Nonexistent variables:
Most of the income variables contain between 30K and 80K actual NAs, or things that register as actual NAs with rlang::are_na. I take these to be the values in years when the income variable in question does not exist.
Yes?
Top codes or item nonresponse?
All of the swap variables except those corresponding to incss, incwelfr, incssi, incdsa2, and inclongj contain one or more values of “99997”. The shorter version “9997” does not occur in these variables.
Here: https://cps.ipums.org/cps-action/revisions
it says:
Edited supplemental files.
Changes were made to a Census Bureau income data replacement values file called “swapvalues”, provided in a form that is compatible with IPUMS data extracts on the Income Component Cell Means Replacement Values page. Some income replacement values were coded as 99999, which is typically an NIU code. These values have been replaced with 99997 to indicate that the income value was topcoded due to a limited number of digits, and the codes should be treated as an income value.
However, here:
https://forum.ipums.org/t/five-beliefs-and-two-questions-about-top-coded-values-in-the-ipums-cps/2768/2
Jeff Bloem states that these codes represent item non-response
If these variables are indeed top-coded by this the 7-terminal value may I assume that the value at which they are top-coded is 1 * 10^n, where n is the number of digits in the variable?
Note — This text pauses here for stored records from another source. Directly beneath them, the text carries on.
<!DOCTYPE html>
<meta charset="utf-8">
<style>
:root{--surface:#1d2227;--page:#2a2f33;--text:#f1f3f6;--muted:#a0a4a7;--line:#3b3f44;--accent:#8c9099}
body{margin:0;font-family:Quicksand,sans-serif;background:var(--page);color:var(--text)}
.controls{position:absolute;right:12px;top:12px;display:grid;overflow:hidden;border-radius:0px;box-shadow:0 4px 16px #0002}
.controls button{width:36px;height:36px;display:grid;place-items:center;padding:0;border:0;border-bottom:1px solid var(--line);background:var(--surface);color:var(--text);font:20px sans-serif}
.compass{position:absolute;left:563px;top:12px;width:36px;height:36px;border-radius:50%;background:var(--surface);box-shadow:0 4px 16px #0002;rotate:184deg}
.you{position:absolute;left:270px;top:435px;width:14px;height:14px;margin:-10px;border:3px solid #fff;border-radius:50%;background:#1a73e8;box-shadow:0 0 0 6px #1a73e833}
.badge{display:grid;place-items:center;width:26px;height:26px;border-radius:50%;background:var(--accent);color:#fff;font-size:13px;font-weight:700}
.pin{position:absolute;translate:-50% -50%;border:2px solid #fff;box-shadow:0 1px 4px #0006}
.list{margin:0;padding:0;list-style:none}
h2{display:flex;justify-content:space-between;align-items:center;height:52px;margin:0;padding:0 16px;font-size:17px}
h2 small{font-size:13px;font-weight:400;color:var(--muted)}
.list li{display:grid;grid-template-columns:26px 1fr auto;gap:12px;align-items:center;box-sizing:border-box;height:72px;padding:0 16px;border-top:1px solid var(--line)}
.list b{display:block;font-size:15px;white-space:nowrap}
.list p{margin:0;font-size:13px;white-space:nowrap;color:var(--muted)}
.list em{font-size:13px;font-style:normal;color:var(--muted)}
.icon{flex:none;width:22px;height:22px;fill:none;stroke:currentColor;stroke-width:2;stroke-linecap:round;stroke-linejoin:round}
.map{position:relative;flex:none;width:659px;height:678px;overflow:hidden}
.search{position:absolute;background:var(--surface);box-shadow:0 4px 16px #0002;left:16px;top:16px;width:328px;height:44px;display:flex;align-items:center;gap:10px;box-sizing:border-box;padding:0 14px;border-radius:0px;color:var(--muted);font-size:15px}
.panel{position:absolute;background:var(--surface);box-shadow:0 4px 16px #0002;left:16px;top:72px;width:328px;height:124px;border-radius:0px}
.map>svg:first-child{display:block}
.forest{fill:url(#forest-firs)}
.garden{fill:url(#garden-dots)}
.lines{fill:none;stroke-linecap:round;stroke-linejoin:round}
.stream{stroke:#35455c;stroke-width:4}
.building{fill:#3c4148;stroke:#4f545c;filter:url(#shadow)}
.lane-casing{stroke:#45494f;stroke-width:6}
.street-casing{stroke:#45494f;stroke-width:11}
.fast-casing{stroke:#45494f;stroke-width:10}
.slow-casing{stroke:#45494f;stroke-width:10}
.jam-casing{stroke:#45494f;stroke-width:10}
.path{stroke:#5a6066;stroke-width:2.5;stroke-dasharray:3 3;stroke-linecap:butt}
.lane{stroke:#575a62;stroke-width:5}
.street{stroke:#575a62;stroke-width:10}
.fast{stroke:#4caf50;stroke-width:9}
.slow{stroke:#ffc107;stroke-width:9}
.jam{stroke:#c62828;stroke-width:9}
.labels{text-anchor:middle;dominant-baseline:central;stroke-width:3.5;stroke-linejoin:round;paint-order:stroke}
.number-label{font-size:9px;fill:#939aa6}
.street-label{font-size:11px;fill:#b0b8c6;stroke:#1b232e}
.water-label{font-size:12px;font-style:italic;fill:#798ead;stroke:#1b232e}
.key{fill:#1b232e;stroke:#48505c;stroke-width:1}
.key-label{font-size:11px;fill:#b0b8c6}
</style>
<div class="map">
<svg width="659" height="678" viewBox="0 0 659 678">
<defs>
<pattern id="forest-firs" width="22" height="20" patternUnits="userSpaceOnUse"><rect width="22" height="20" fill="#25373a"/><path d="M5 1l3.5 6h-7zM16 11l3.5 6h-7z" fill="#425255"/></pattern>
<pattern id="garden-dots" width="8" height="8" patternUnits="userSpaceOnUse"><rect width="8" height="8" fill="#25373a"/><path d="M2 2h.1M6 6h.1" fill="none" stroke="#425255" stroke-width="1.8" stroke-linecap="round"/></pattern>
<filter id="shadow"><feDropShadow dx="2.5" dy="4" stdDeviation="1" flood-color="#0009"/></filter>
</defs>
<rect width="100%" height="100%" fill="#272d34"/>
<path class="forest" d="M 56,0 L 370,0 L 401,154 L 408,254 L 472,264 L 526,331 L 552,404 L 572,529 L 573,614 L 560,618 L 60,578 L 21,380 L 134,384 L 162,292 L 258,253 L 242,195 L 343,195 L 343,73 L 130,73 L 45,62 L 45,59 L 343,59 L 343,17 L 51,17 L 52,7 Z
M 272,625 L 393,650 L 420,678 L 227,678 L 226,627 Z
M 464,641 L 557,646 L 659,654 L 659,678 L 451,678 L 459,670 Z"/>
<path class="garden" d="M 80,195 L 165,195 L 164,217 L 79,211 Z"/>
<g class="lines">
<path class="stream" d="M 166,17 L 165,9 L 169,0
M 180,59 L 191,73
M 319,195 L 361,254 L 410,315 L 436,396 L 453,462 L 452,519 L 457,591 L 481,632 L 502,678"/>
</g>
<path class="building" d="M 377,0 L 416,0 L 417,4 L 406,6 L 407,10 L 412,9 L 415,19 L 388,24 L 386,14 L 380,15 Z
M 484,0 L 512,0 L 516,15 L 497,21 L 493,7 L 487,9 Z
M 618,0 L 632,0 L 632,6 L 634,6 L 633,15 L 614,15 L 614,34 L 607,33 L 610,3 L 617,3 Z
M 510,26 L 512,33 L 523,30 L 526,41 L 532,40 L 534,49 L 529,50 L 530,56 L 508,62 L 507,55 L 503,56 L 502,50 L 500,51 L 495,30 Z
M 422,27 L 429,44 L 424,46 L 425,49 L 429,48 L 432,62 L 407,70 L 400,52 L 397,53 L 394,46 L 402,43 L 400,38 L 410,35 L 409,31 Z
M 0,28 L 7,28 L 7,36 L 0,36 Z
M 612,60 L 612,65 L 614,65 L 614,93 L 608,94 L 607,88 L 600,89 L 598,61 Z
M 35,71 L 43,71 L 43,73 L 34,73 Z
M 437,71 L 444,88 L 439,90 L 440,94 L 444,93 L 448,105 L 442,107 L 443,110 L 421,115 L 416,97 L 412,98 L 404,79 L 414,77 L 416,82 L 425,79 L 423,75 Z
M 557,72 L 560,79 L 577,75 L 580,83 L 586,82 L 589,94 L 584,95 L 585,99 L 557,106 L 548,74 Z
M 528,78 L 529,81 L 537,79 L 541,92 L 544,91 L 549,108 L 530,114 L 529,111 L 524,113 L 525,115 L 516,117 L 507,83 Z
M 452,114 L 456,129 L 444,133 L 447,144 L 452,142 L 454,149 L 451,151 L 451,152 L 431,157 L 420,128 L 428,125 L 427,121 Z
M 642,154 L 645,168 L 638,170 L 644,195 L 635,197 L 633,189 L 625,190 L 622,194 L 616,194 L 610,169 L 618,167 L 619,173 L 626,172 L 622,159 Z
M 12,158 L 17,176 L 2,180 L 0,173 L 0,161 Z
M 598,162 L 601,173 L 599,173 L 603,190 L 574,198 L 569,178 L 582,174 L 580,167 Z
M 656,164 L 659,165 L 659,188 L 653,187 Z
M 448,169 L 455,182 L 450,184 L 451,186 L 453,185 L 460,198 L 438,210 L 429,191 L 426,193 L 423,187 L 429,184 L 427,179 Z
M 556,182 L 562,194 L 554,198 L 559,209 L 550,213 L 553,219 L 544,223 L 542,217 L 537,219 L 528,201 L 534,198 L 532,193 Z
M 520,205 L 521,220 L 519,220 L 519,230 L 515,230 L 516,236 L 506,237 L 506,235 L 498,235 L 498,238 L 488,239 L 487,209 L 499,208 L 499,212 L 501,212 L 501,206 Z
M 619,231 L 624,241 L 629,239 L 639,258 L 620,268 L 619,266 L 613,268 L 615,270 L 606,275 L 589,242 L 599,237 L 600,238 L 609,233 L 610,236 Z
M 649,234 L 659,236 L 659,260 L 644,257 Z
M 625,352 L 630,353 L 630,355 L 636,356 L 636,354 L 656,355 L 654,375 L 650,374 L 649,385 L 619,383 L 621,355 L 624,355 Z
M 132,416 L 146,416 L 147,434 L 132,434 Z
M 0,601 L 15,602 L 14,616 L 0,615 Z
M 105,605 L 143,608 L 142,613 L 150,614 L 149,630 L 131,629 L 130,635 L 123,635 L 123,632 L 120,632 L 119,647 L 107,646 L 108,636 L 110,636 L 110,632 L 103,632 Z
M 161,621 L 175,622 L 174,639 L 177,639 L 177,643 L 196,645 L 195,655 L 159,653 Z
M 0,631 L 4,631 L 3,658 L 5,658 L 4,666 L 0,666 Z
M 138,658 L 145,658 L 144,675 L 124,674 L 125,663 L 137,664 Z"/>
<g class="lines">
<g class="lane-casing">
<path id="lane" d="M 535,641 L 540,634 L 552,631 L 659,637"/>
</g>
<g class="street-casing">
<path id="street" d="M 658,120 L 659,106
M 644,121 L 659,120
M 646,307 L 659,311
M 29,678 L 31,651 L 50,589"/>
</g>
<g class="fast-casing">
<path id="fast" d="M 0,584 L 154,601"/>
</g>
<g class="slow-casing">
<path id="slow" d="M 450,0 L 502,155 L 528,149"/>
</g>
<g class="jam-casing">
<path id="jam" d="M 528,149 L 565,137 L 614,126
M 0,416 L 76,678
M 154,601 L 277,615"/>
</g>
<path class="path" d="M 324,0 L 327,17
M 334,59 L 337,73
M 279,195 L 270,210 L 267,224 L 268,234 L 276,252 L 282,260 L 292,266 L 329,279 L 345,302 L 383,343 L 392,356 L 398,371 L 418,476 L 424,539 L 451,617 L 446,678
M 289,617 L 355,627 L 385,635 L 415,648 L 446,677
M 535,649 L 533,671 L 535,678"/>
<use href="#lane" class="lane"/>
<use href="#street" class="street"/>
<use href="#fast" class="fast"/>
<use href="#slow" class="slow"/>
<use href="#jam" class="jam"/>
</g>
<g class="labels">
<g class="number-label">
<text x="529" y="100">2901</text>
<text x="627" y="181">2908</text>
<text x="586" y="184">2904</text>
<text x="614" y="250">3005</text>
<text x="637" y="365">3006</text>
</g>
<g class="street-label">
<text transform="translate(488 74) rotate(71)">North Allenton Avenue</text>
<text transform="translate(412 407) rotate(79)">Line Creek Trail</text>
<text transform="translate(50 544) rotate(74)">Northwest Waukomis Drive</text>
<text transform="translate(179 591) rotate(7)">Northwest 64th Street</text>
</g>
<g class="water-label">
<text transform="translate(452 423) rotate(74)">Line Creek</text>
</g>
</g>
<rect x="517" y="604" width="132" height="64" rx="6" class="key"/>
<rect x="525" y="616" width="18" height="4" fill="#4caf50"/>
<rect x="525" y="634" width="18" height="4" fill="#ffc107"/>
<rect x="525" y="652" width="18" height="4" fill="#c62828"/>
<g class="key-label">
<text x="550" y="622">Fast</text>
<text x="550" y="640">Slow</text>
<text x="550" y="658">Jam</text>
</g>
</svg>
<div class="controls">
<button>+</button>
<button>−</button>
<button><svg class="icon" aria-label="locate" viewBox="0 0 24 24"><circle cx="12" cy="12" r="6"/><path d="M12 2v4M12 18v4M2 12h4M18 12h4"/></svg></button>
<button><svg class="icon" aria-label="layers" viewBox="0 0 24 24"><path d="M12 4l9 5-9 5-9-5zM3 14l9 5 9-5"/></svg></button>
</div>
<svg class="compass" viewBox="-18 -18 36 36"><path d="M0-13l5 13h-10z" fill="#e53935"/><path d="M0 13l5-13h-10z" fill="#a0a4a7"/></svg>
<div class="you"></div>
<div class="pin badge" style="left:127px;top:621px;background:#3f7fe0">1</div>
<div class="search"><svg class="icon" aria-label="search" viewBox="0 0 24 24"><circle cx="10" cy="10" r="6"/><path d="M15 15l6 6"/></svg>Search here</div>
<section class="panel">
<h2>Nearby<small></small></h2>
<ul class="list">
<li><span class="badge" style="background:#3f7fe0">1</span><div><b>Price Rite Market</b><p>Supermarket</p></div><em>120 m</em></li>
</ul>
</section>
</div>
Is there anywhere in the ddi that that the number of characters in a field is consistently given? It is only sometimes in the coding instruction. May I safely assume that the number of digits that a variable has in the ddi, when given, is the same as the number that the same variable has in the swapcode file?
Questions relating to field widths & 9-strings
Maybe coding instructions in the original variables will help clarify these issues?. The coding instructions for the original values (not the swap files, unless they are the same) gives strings of nines from five to eight long as not-in-universe, and strings of the same length with a terminal 8 as missing (for only a few variables) and in a terminal 7 as top-coded for numerous variables.
I find these variations in length confusing. At first I thought that they were all set at the width of the fields, and varied for that reason, but this is not the case. See, e.g. FTOTVAL, top-coded at 50,000 (five digits), but with an NIU value of 999999 (six digits). Within the swap files, are these strings of nines with varying terminal digits of the same length as the field widths?
These seven variables include some observations coded with “999999” (six nines) in the swap file:
incwage incbus incfarm oincwage oincbus oincfarm oinclongj
All of these six variables have five-digit terminal 7 values, so it appears that my guess above, thaty the lengths are set by the field lengths, is incorrect. In addition, these two variables have length-4 9-strings with a terminal 9: incss and incssi.
How should I interpret these 9-terminal nine-strings in the swap file variables? If they are missing values, do we know anything about how they are missing (and why they have not been imputed in the swap file)?